Karabük’ün bugünkü ruh halinin geçmişle hiçbir bağlantısı kalmamış durumda. Tarihsel ortamın sürekli değişmesi en büyük etkeni oluşturuyor. İnsanlar şimdilerde geleceklerini farklı beklentiler üzerine kuruyorlar. Gençlerde bu durum daha belirgin biçimde görülüyor Ruh hallerini etkileyen en önemli husus; toplum olarak üretici durumdan tüketici duruma düşürülmemiz. Geçmişe baktığınızda Karabük üretici bir kenti idi. İşçi ve emekçi olmak büyük bir meziyetti. Fabrika işçi olmak bir statü kazanmak gibi bir şeydi. Küreselleşen dünya ,hızlı liberalleşme süreci ile birlikte Karabük değişime uğradı. Karabük artık emekçi ve değer üreten bir kent değil.
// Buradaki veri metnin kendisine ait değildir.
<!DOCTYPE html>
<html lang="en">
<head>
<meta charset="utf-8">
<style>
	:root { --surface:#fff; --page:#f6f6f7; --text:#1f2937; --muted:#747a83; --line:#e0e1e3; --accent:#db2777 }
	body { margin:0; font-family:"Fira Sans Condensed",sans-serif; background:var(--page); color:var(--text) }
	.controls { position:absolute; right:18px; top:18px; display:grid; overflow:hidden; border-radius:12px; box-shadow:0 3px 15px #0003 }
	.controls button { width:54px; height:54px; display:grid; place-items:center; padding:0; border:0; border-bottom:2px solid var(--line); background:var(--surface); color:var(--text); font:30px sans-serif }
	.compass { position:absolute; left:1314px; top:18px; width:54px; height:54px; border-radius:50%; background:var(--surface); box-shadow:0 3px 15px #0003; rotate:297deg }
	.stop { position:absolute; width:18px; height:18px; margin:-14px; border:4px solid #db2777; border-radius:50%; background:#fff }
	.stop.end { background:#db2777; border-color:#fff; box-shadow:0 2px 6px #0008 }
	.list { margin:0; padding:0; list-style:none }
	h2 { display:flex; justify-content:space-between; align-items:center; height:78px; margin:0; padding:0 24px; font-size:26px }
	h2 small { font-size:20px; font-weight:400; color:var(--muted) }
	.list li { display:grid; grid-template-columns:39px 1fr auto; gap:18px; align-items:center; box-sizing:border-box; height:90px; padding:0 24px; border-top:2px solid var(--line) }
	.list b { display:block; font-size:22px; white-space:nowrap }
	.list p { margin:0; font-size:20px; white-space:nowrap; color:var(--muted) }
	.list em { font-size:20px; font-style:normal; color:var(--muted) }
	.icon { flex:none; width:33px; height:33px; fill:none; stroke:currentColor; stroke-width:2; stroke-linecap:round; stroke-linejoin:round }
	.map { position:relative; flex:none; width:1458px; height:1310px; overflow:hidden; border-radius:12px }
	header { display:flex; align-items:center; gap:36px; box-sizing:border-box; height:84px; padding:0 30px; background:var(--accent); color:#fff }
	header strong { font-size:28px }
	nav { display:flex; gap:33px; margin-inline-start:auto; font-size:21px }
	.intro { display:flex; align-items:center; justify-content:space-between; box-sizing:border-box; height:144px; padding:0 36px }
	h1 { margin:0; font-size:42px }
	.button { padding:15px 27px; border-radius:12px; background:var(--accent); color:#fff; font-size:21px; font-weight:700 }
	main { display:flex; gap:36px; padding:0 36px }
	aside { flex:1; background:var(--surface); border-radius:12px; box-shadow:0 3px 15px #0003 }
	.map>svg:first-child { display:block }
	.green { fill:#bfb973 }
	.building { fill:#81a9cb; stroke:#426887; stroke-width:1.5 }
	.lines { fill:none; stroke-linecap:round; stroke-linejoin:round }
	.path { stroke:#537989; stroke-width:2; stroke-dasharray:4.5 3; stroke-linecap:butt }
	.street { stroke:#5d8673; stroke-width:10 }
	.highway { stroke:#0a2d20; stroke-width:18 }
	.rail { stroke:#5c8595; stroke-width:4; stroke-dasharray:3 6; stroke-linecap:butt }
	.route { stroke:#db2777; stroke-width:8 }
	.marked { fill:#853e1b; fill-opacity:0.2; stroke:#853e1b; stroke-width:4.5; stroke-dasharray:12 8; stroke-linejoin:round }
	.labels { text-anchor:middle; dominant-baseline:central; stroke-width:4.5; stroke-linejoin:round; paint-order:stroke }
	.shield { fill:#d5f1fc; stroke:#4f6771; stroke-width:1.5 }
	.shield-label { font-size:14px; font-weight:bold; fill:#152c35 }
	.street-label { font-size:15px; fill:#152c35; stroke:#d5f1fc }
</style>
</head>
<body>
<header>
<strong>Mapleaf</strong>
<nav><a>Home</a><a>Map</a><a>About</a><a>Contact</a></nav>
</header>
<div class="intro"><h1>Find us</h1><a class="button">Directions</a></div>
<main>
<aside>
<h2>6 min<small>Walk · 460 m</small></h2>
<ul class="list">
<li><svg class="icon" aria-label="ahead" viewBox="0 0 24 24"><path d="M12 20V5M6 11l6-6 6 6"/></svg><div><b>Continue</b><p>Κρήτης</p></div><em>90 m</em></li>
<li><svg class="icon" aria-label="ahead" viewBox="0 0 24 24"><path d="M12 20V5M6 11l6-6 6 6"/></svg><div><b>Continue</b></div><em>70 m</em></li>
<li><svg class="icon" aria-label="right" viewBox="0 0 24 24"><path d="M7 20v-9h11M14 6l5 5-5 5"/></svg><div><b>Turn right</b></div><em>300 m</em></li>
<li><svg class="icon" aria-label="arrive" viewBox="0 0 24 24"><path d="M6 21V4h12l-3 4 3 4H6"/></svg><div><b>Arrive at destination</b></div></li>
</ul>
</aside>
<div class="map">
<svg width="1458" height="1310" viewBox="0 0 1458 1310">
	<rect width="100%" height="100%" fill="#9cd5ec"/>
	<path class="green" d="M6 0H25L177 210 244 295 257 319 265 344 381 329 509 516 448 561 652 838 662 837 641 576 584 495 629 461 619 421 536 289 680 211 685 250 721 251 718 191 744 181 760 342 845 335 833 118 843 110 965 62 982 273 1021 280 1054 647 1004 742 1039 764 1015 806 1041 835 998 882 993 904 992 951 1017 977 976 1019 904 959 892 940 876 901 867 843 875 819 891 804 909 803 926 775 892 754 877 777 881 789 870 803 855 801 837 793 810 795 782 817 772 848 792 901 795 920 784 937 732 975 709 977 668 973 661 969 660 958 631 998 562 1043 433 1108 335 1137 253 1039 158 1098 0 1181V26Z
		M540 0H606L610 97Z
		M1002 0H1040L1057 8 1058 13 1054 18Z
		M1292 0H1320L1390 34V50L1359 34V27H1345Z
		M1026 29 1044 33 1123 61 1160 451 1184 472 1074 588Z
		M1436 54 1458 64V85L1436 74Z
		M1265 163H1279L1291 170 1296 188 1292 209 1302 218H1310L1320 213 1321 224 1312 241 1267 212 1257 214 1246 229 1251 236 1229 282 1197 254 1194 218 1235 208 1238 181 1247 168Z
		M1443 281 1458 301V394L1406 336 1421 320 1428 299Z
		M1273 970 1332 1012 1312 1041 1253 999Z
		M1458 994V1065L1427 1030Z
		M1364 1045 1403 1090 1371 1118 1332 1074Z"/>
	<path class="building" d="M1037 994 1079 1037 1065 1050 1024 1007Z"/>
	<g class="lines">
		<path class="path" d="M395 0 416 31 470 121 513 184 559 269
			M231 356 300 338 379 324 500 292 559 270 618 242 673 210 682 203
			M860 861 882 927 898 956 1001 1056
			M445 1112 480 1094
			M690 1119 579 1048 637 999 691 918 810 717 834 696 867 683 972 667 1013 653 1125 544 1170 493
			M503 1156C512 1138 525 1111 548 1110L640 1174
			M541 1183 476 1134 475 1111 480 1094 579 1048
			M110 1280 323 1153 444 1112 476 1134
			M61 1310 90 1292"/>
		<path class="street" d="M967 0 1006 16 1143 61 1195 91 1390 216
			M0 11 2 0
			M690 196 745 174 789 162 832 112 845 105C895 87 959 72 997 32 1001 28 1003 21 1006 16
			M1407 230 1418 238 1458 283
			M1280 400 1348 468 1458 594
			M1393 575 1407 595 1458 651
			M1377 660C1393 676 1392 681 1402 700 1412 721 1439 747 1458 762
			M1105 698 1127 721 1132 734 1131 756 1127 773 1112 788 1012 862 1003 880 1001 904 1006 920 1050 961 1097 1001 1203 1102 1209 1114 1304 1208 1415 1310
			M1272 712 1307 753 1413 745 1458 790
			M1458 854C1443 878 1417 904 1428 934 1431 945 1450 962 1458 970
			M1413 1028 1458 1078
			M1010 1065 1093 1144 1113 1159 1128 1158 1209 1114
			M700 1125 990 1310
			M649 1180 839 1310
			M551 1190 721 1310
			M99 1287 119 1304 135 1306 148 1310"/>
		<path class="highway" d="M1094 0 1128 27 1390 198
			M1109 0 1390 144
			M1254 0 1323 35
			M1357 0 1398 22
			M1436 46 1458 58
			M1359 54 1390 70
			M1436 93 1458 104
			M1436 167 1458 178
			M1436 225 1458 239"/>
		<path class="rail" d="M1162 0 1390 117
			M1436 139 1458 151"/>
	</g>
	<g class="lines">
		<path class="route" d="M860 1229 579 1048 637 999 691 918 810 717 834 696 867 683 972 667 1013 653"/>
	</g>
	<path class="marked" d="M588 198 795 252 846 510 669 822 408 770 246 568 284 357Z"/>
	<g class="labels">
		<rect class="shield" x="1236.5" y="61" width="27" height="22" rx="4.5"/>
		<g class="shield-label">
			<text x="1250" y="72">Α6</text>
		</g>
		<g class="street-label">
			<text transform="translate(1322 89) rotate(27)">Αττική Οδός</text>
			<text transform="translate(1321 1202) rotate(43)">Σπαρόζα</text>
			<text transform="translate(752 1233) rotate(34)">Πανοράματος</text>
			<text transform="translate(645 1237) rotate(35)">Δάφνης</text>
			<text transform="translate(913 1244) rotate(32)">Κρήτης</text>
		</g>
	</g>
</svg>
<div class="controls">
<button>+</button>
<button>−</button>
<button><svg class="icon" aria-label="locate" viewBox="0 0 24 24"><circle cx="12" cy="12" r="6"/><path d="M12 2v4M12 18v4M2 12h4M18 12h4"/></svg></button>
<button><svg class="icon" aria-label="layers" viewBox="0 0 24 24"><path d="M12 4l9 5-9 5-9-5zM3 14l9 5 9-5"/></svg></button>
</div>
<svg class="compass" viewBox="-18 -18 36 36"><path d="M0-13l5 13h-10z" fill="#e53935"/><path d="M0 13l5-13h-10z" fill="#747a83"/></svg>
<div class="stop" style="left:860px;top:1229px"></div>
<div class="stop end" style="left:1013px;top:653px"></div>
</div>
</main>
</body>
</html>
Eskiden 40 haddehane çalışırdı. Şimdi 4-5 tanesi ancak çalışabiliyor. Bu haliyle Karabük üretici kimliğini yavaş yavaş kaybediyor. Böyle bir ortamda ruh hali kenti moral ve motivasyon açısından etkisizleştirir. Bu çok önemsenmesi gereken bir husustur. İnsanlar önce köyden çeşitli bahanelerle kente göç ettirildiler. Bunun sonucunda ilk önce köylerde üretim durdu. Kente göç eden insanlar,yaşamak için iş bulmak zorundaydılar. En düşük ücretle buldukları işlerde şöyle ya da böyle çalışmaya başladır. Karın tokluğu onlar için kente uyum göstermenin en büyük mükafatı idi. Bir süre sonra kent, istihdamda doygunluk yaşamaya başladı. Bunun sonucunda düşük ücretle de iş bulmak imkansızlaştı. İşte kentin ruh halini bozan yapılaşma böylece başladı. Sormak gerekir. Kente gelmiş,nüfusu artırmış,kalifiyesiz nitelikte bu insanlar şimdi ne yer,ne içerler.? Onlara kimler sahip çıkar.? Zaman zaman yaygın ve yerel medyaya yansıyan çirkinliklerin,kötülüklerin,fenalıkların ve hatta intiharların nedeni bu durum değil midir? Kim ne derse desin. Ortada bir gerçek var… Tüken toplum giderek önce kimliksizleşiyor. Çalışma şevkini giderek kaybediyor. Yapacak iş bulamadığı için dedikoduya başlıyor. Bir değer ortaya koyamıyor. İnsanlar bir iş yaptıklarını zannederek bir süre sonra kendi kendilerini kandırmaya başlıyorlar. Sorunları çözmede akılcı davranmıyorlar. Kavga ve dövüşe başlıyorlar. Kolaycılığı yaşam tarzı olarak benimsiyorlar. Öze değil biçime önem veriyorlar. En önemlisi de zamanın önemini kavramakta zorluk çekiyorlar. Atı olan Üsküdar’ı geçince de… Nerede hata yaptım diye dövünmeye başlıyorlar. Sizce psikoloji bu ruh haline ne der? Sosyolojiye gönderme yapamıyorum. Çünkü bu bozulmaya hiçbir bilim çare olamaz. İşin içinden çıkması mümkün değil… Yani… Sosyoloji resmen iflas etti.!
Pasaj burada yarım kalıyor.